Speaking today to newly-elected governors from around the country, the President and Vice President both touched on a lot of issues -- but one of particular urgency is related to our friends and neighbors who are still having the toughest time in an economy still very much on the mend. As the President explained:

Some of you may be aware that as of today, you’ve got 2 million people who stand to lose their unemployment insurance over the course of the year. If we don’t do something, 7 million people could lose their unemployment insurance. That’s not also -- that’s not just a potential tragedy for those individual families. It could have a huge impact on your local economies because every economist of every stripe will tell you that unemployment insurance dollars are probably the ones that are most likely to be spent, most likely to be recirculated, most likely to help to boost small business and services all across your states and they’re going to have an effect on your sales revenue.
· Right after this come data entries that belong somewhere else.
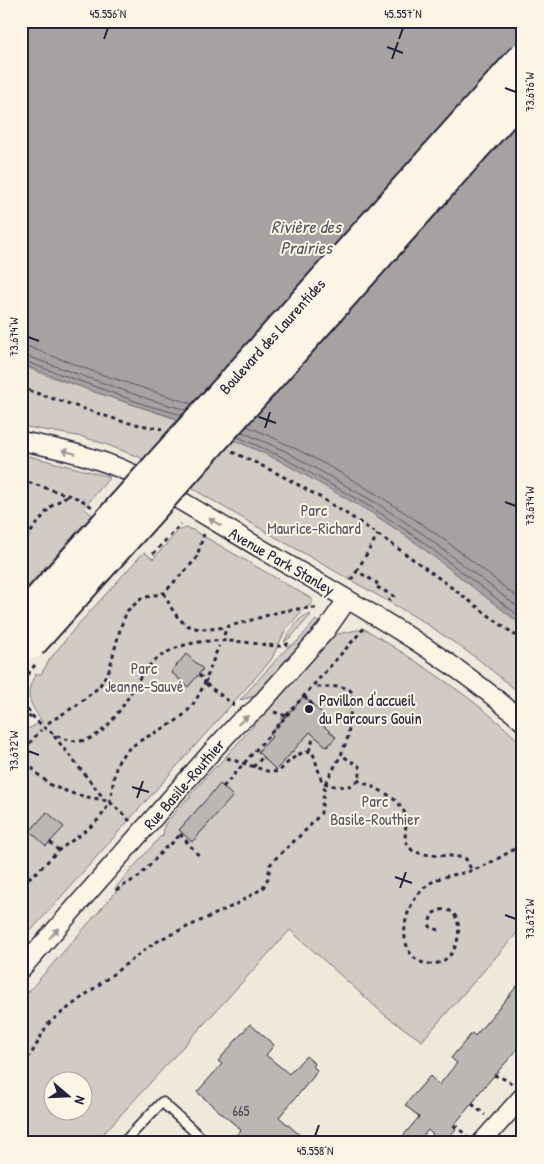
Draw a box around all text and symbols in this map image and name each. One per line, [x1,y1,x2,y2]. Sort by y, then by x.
text: 45.556°N [90,5,126,22]
text: 45.557°N [384,5,422,22]
text: 73.676°W [521,72,538,112]
water label: Rivière des Prairies [271,214,343,260]
street label: Boulevard des Laurentides [214,273,330,399]
text: 73.674°W [5,317,22,357]
one-way arrow [61,447,76,455]
text: 73.674°W [521,486,538,526]
park label: Parc Maurice-Richard [267,499,361,539]
one-way arrow [208,517,221,526]
street label: Avenue Park Stanley [225,522,339,600]
park label: Parc Jeanne-Sauvé [105,657,184,697]
place label: Pavillon d'accueil du Parcours Gouin [319,689,422,729]
marker: Pavillon d'accueil du Parcours Gouin [303,703,315,715]
one-way arrow [236,714,249,725]
text: 73.672°W [5,730,22,771]
street label: Rue Basile-Routhier [139,734,229,834]
park label: Parc Basile-Routhier [330,790,420,830]
text: 73.672°W [521,898,538,939]
one-way arrow [48,926,59,939]
north arrow [42,1072,92,1122]
text: N [70,1094,91,1108]
house number: 665 [232,1101,250,1120]
text: 45.558°N [297,1142,333,1159]

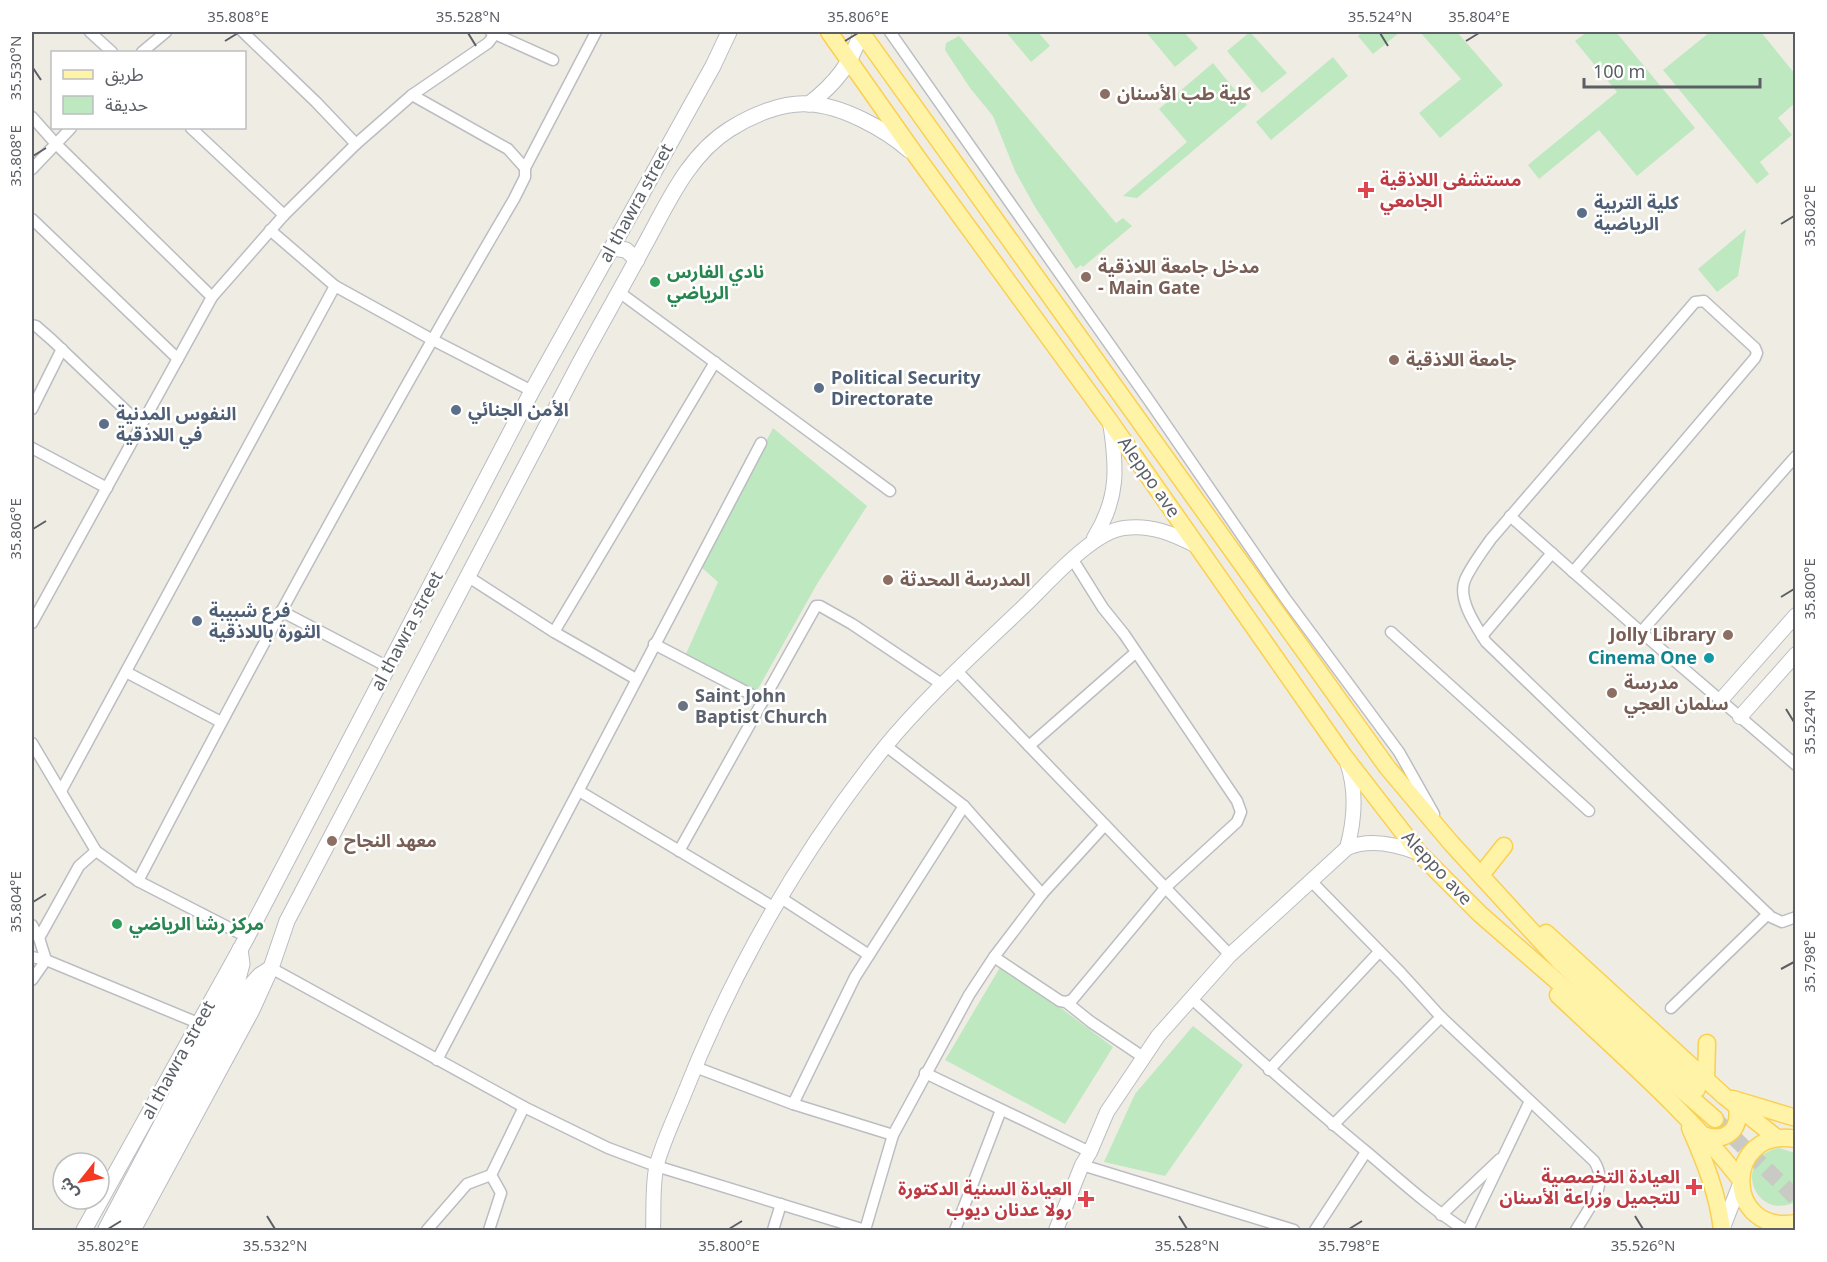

Despite a virtual consensus amongst economists and recent headlines like "Jobless aid loss could choke economic growth‎" and "Loss of jobless benefits could be serious blow to U.S. economy," some opponents of the extension have continued to insist that unemployment insurance does not affect the economy. To try and put the question to rest, the Council of Economic Advisors released a startling report. An excerpt from the release is below, but the entire report (pdf) is worth looking over:

Failure by Congress to act on extending unemployment benefits will have stark consequences for Americans this holiday season, according to a new report from the White House Council of Economic Advisers. Two million Americans in December alone – and nearly seven million over the course of the next year – will lose the temporary support that helps them keep food on the table and make ends meet while they search for a job if Congress fails to act.

“Extending this support to those hardest hit by this crisis is not only the right thing to do, it's the right economic policy,” said CEA Chairman Austan Goolsbee. “Letting millions more Americans fall into hardship will hurt our economy at this critical point in our recovery and immediately undermine consumer spending.”

Without extended benefits, the country would have had 800,000 fewer jobs as of September 2010, and failure to act to extend benefits again could cost the nation 600,000 jobs by the end of next year.